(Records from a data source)
*** Begin section ***

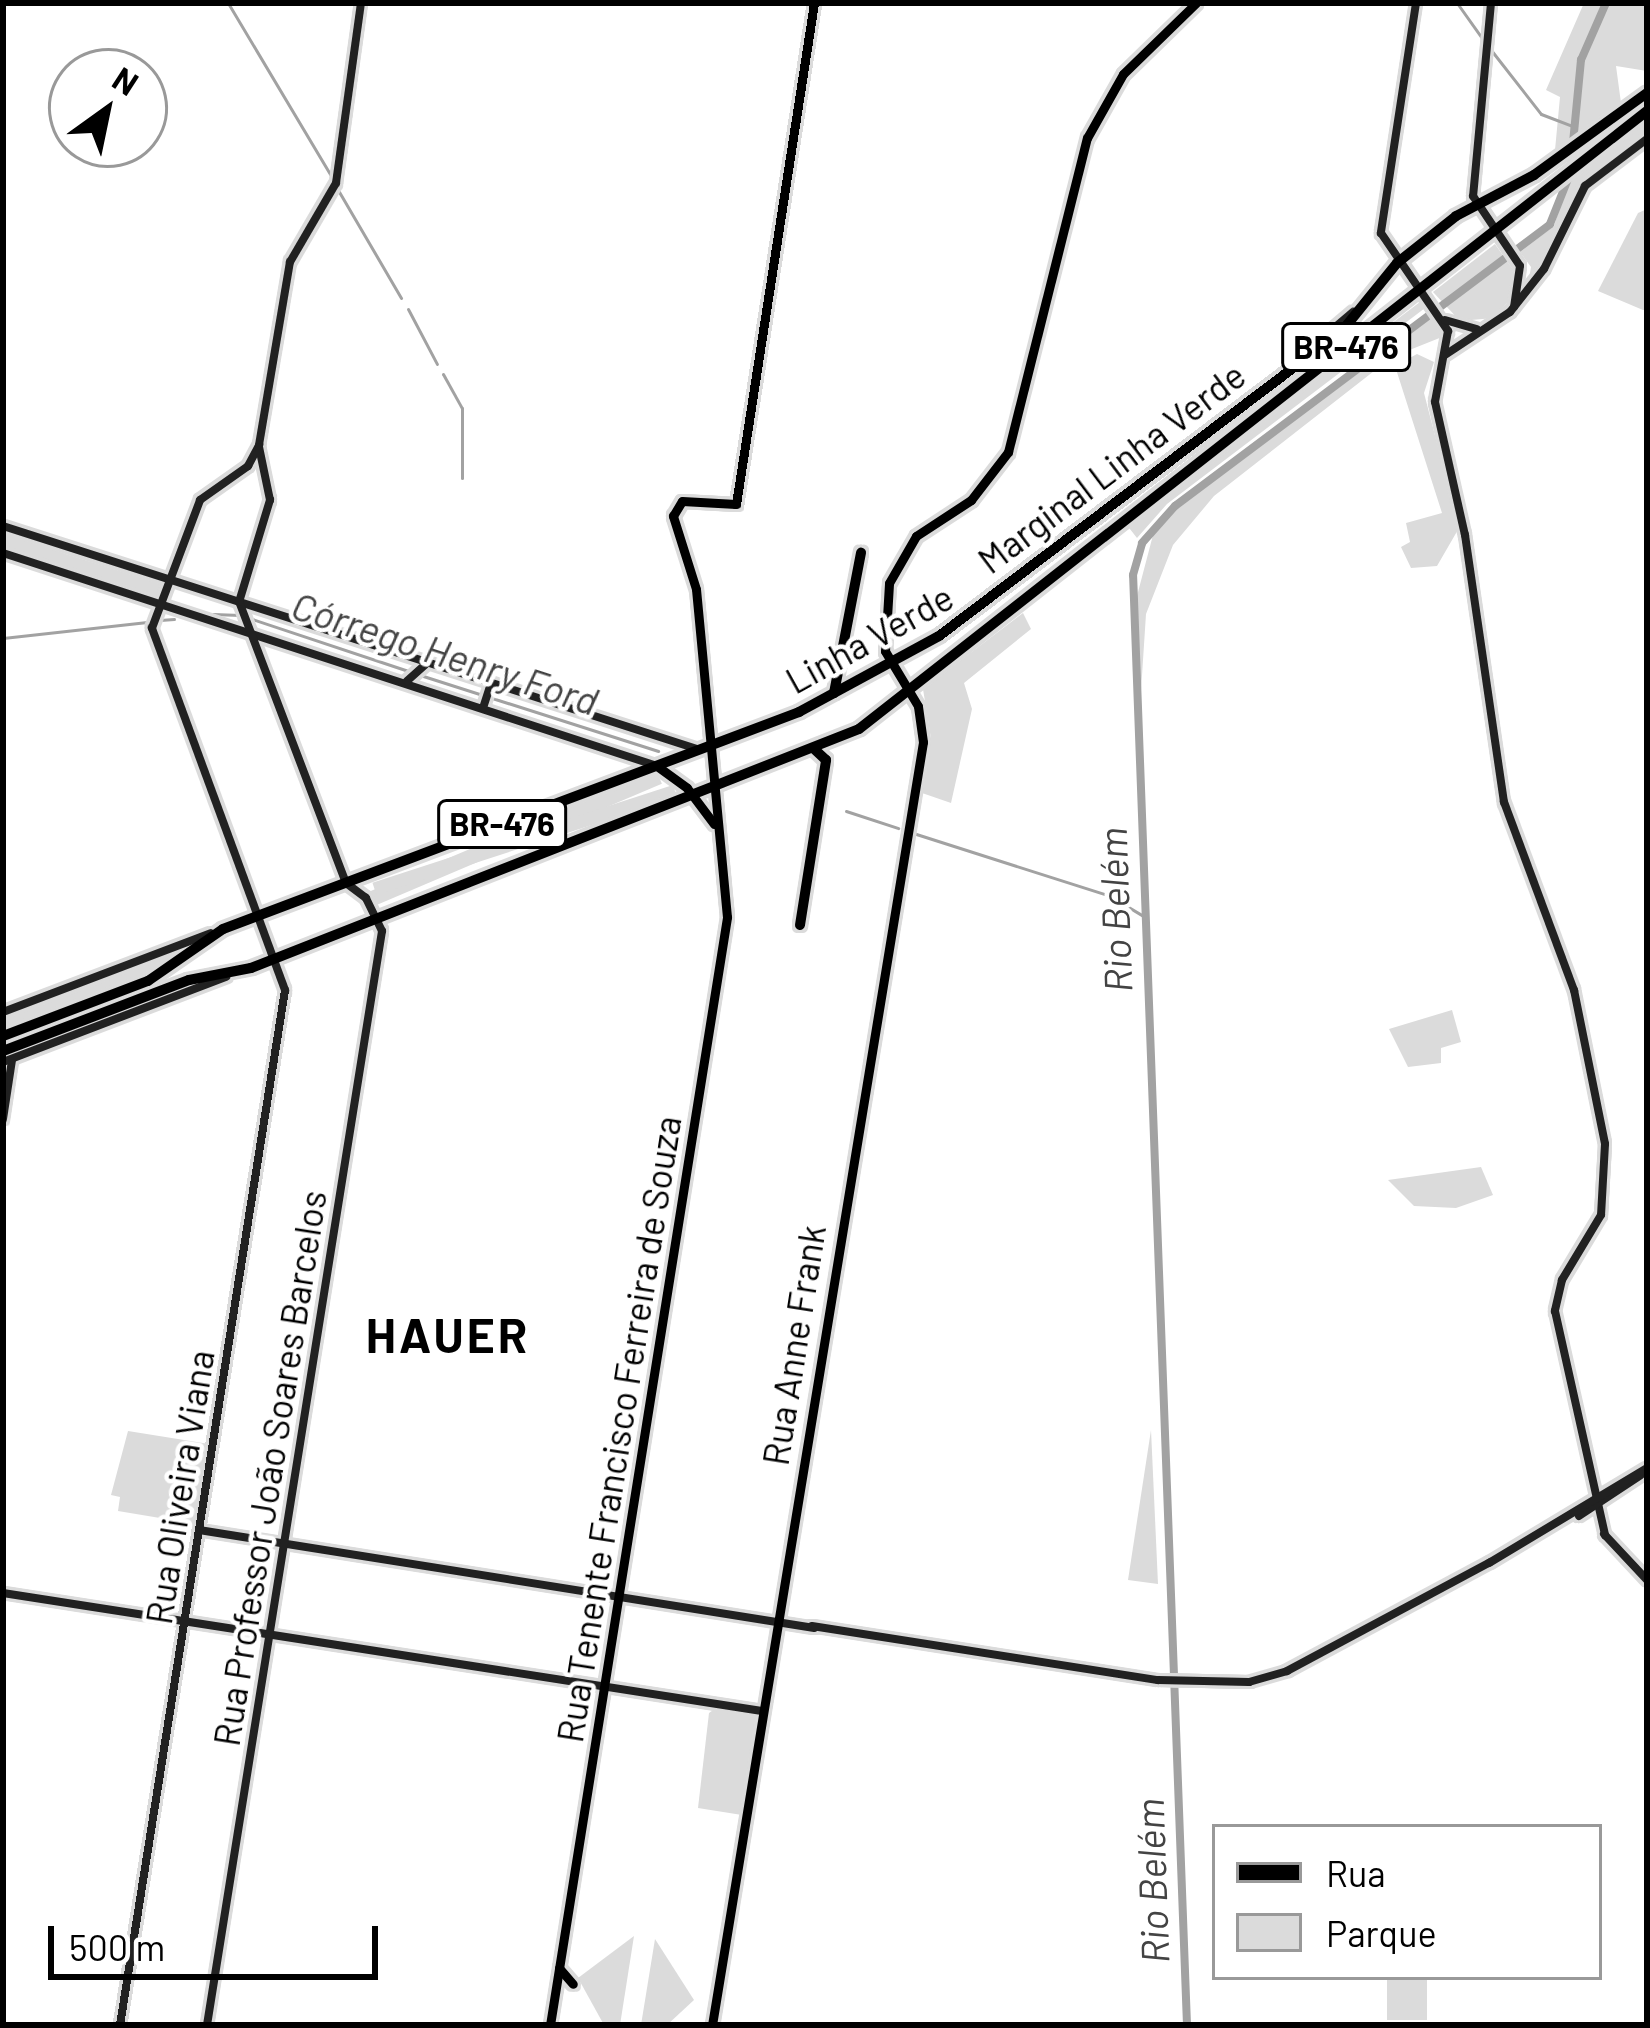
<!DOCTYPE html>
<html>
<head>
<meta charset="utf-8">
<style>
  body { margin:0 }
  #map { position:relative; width:1650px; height:2028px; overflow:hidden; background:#fff; font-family:Barlow,sans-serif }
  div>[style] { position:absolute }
  .green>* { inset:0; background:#dbdbdb; transform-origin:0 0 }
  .stream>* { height:3px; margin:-1.5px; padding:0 1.5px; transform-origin:1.5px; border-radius:1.5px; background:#a2a2a2 }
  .river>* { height:8px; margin:-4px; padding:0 4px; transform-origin:4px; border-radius:4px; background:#a2a2a2 }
  .roads { filter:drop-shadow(3px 0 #dbdbdb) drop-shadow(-3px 0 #dbdbdb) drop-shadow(0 3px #dbdbdb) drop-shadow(0 -3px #dbdbdb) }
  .secondary>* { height:8px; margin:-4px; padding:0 4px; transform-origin:4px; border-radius:4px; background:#212121 }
  .primary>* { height:9px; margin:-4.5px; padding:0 4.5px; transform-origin:4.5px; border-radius:4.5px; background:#000 }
  .highway>* { height:10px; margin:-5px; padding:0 5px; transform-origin:5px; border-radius:5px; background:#000 }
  span { translate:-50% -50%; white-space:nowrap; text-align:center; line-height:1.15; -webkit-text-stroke:9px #fff; paint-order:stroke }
  .shield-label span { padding:3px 9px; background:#fff; border:3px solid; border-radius:9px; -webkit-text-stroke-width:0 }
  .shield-label { font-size:33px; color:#000; font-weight:700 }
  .street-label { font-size:36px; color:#000 }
  .water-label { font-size:39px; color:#434343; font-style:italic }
  .district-label { font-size:48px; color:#000; font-weight:700; letter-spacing:3px }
  .frame { position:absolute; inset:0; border:6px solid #000; pointer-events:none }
  .legend { position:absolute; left:1212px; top:1824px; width:390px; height:156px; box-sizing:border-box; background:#fff; border:3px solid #999; margin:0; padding:15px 21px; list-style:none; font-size:36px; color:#000 }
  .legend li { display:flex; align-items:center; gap:24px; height:60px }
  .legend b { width:60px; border:3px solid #999 }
  .north { position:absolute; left:48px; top:48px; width:120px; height:120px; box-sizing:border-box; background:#fff; border:3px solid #999; border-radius:50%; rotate:33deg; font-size:33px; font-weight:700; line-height:48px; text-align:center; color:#000 }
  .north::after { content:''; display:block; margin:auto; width:42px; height:54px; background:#000; clip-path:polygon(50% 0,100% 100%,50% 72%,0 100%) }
  .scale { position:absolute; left:48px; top:1926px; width:330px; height:54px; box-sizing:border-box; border:6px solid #000; border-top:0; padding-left:15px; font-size:36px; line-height:42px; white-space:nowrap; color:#000; -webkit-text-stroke:9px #fff; paint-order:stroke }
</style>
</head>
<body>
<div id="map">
  <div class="green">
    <div style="clip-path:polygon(1584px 3px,1647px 3px,1647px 71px,1616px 66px,1621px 103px,1555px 150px,1560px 97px,1546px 90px)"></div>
    <div style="clip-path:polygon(1647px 117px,1647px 135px,1579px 191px,1528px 285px,1531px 267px,1520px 252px,1554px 226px,1570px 174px)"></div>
    <div style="clip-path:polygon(1647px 209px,1647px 310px,1643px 310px,1598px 291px,1638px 213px)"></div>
    <div style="clip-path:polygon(1495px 244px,1514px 271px,1512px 297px,1494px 318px,1460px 321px,1433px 292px)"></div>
    <div style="clip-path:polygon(1420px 302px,1425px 308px,1167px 504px,1137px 538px,1126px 524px)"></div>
    <div style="clip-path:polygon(1432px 317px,1442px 337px,1392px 357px,1214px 496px,1173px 545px,1146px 614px,1138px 737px,1132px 615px,1153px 535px,1176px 508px)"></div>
    <div style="clip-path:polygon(1417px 354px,1434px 362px,1424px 393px,1459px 528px,1437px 566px,1411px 568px,1401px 547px,1410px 542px,1406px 523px,1442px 513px,1395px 366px)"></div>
    <div style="clip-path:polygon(3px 531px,66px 554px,167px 586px,159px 597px,3px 547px)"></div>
    <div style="clip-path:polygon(1023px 613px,1031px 629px,964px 683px,972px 709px,951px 803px,922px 793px,931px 739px,923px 689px)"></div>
    <div style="left:656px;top:770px;width:15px;height:315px;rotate:67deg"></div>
    <div style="left:673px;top:785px;width:13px;height:316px;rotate:72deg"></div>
    <div style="clip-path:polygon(207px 936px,147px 977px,3px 1033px,3px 1013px)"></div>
    <div style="clip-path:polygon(1452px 1010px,1461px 1042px,1441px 1048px,1441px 1063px,1408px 1067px,1389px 1029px)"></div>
    <div style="clip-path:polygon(1481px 1167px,1493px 1195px,1456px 1208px,1414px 1206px,1388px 1180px)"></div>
    <div style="clip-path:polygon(1151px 1430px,1158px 1584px,1128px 1580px)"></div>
    <div style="clip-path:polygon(128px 1431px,209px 1444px,196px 1524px,118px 1511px,120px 1497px,111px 1495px)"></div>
    <div style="clip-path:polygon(716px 1708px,757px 1716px,742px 1815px,698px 1808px,709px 1713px)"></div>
    <div style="clip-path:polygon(634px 1936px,620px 2025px,604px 2025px,578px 1978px)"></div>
    <div style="clip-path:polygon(655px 1939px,694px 2000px,667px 2025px,641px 2025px)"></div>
    <div style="left:1387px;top:1977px;width:40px;height:43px"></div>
  </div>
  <div class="stream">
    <div style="left:228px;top:3px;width:207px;rotate:59.2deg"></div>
    <div style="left:1457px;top:3px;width:43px;rotate:54.5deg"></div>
    <div style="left:1491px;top:50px;width:81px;rotate:52deg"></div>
    <div style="left:1541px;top:114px;width:36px;rotate:21deg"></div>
    <div style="left:338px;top:190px;width:125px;rotate:59.7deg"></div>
    <div style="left:408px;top:309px;width:62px;rotate:62.2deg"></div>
    <div style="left:443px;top:374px;width:39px;rotate:61deg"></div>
    <div style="left:462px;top:408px;width:70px;rotate:90deg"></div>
    <div style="left:213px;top:614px;width:27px;rotate:2deg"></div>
    <div style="left:249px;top:618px;width:171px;rotate:18.4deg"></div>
    <div style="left:160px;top:620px;width:14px;rotate:-4deg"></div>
    <div style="left:3px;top:638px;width:145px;rotate:-6.3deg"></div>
    <div style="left:420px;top:675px;width:250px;rotate:17.7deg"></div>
    <div style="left:846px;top:811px;width:55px;rotate:18.1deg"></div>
    <div style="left:913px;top:833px;width:207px;rotate:17.7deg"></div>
    <div style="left:1110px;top:896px;width:41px;rotate:31deg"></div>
  </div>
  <div class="river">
    <div style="left:1187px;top:2025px;width:1451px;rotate:-92.13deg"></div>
    <div style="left:1133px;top:575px;width:33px;rotate:-74deg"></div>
    <div style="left:1142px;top:543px;width:50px;rotate:-48.3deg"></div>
    <div style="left:1175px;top:506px;width:469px;rotate:-36.9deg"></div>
    <div style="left:1550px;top:224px;width:54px;rotate:-68.2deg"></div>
    <div style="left:1570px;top:174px;width:115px;rotate:-84.5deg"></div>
    <div style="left:1581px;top:60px;width:62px;rotate:-66.3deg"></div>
  </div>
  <div class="roads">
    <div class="secondary">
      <div style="left:1416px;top:3px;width:233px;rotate:98.7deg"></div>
      <div style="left:1381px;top:233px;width:119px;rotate:55.6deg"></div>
      <div style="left:1448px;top:331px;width:72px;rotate:100.4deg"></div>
      <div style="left:1435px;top:402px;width:136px;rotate:77.3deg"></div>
      <div style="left:1465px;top:535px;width:270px;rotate:81.7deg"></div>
      <div style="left:1504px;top:802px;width:201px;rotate:69.6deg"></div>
      <div style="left:1574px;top:990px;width:157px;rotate:78.6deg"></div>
      <div style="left:1605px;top:1144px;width:71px;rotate:93.2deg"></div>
      <div style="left:1601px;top:1215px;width:76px;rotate:121deg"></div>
      <div style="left:1562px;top:1280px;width:32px;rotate:103deg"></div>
      <div style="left:1555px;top:1311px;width:230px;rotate:77.4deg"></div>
      <div style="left:1491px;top:3px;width:194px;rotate:95.3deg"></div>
      <div style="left:1473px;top:196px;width:84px;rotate:56.1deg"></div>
      <div style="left:1520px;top:266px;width:41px;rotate:98.3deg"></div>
      <div style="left:1445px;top:320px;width:33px;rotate:16deg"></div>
      <div style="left:1445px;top:355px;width:78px;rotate:-33.5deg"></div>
      <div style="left:1510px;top:312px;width:55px;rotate:-51.7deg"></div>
      <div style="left:1544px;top:269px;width:93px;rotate:-63.7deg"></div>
      <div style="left:1585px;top:186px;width:78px;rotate:-37.2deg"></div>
      <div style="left:1300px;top:357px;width:70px;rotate:-40.3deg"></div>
      <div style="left:3px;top:526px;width:729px;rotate:17.81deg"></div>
      <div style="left:3px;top:553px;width:688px;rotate:18.04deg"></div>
      <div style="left:407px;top:681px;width:27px;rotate:-42deg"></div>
      <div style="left:483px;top:708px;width:26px;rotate:-72deg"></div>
      <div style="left:3px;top:1012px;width:222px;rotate:-20.8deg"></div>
      <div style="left:3px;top:1062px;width:239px;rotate:-20.9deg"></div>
      <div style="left:3px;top:1119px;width:60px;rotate:-81.3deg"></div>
      <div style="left:1579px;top:1516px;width:74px;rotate:-33.5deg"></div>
      <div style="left:199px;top:1530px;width:623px;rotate:9.05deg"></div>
      <div style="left:1604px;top:1534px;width:63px;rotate:46.9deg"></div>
      <div style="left:1489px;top:1563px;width:184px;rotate:-31deg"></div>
      <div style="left:3px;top:1593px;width:768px;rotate:8.84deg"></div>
      <div style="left:812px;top:1626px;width:350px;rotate:8.9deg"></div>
      <div style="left:1158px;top:1680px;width:91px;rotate:1.3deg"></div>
      <div style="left:1249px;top:1682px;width:40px;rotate:-16deg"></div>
      <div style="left:1287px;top:1671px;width:230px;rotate:-28.2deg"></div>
      <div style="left:120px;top:2025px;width:1048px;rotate:-80.94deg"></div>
      <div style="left:285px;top:990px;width:386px;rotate:-110.2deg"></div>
      <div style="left:152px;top:628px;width:137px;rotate:-69.4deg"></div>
      <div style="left:200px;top:500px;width:59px;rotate:-35.3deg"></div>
      <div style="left:248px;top:466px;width:24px;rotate:-62deg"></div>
      <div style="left:259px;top:445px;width:186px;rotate:-80.4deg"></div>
      <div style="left:290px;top:262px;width:91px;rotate:-59.8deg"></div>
      <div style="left:336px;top:183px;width:182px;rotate:-82.1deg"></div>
      <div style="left:207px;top:2025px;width:1108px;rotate:-80.91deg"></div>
      <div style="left:382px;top:931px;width:37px;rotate:-116deg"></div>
      <div style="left:366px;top:898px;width:25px;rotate:-143deg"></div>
      <div style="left:346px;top:883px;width:301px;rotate:-110.8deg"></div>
      <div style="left:239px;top:602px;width:107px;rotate:-73.1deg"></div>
      <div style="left:270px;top:500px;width:54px;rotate:-101.7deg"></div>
    </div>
    <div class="primary">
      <div style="left:657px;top:766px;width:37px;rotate:36deg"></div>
      <div style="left:687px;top:788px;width:45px;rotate:53.1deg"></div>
      <div style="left:559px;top:1968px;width:21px;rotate:49deg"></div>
      <div style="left:550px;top:2025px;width:1122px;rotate:-80.92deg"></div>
      <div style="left:727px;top:917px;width:329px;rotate:-95.4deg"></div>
      <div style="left:696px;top:589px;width:77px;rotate:-107.5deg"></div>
      <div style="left:673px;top:516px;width:17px;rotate:-59deg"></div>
      <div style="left:682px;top:501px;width:54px;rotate:3.2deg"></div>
      <div style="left:736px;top:504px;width:507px;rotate:-81.15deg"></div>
      <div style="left:712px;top:2025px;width:1300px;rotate:-80.66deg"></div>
      <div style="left:923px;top:742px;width:36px;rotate:-98deg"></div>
      <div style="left:918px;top:706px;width:64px;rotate:-121deg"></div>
      <div style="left:885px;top:651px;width:68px;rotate:-86.6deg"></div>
      <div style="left:889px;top:583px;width:54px;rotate:-60.1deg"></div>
      <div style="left:916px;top:536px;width:66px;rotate:-33.2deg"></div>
      <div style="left:971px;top:500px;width:61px;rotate:-52.4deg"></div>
      <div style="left:1008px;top:452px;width:324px;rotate:-75.9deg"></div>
      <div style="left:1087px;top:138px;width:73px;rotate:-60.6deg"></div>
      <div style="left:1123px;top:74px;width:102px;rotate:-44.2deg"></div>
    </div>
    <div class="highway">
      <div style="left:834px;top:693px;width:143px;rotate:-79.1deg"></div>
      <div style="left:800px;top:925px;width:167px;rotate:-81deg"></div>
      <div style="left:826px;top:760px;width:16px;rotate:-137deg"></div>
      <div style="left:3px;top:1036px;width:155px;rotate:-20.8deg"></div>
      <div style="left:148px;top:981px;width:91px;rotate:-34.7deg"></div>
      <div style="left:223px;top:929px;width:616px;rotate:-20.64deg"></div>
      <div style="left:799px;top:712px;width:159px;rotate:-28.5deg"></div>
      <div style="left:939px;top:636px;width:505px;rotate:-37.12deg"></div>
      <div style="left:1342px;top:331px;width:87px;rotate:-51deg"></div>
      <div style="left:1397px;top:263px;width:75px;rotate:-38.5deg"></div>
      <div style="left:1456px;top:216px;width:88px;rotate:-27.7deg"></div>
      <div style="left:1534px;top:175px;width:140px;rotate:-36deg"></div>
      <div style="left:3px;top:1051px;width:199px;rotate:-20.9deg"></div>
      <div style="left:189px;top:980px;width:63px;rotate:-11deg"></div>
      <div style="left:251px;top:968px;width:653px;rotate:-21.46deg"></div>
      <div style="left:859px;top:729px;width:1001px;rotate:-38.11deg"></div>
    </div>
  </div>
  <div class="shield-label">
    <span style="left:1346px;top:347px">BR-476</span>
    <span style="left:502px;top:824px">BR-476</span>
  </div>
  <div class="street-label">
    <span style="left:1111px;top:467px;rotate:-37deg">Marginal Linha Verde</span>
    <span style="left:869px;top:638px;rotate:-29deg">Linha Verde</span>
    <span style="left:793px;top:1345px;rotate:-81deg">Rua Anne Frank</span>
    <span style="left:618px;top:1429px;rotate:-81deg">Rua Tenente Francisco Ferreira de Souza</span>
    <span style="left:269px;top:1468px;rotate:-81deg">Rua Professor João Soares Barcelos</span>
    <span style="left:179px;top:1487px;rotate:-81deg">Rua Oliveira Viana</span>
  </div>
  <div class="water-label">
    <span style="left:445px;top:653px;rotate:18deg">Córrego Henry Ford</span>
    <span style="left:1115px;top:910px;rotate:-92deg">Rio Belém</span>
    <span style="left:1152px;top:1881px;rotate:-92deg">Rio Belém</span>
  </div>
  <div class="district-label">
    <span style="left:448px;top:1335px">HAUER</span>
  </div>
  <div class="frame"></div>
  <ul class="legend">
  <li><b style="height:15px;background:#000"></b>Rua</li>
  <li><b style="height:33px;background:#dbdbdb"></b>Parque</li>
  </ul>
  <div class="north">N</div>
  <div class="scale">500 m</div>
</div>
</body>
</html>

*** End section ***

### What you have to do
The answer must consist solely of the lines from the first line of the records through the line containing "height:3px; margin:-1.5px; padding:0", reproduced exactly and without the pictures.

### Task output
<!DOCTYPE html>
<html>
<head>
<meta charset="utf-8">
<style>
  body { margin:0 }
  #map { position:relative; width:1650px; height:2028px; overflow:hidden; background:#fff; font-family:Barlow,sans-serif }
  div>[style] { position:absolute }
  .green>* { inset:0; background:#dbdbdb; transform-origin:0 0 }
  .stream>* { height:3px; margin:-1.5px; padding:0 1.5px; transform-origin:1.5px; border-radius:1.5px; background:#a2a2a2 }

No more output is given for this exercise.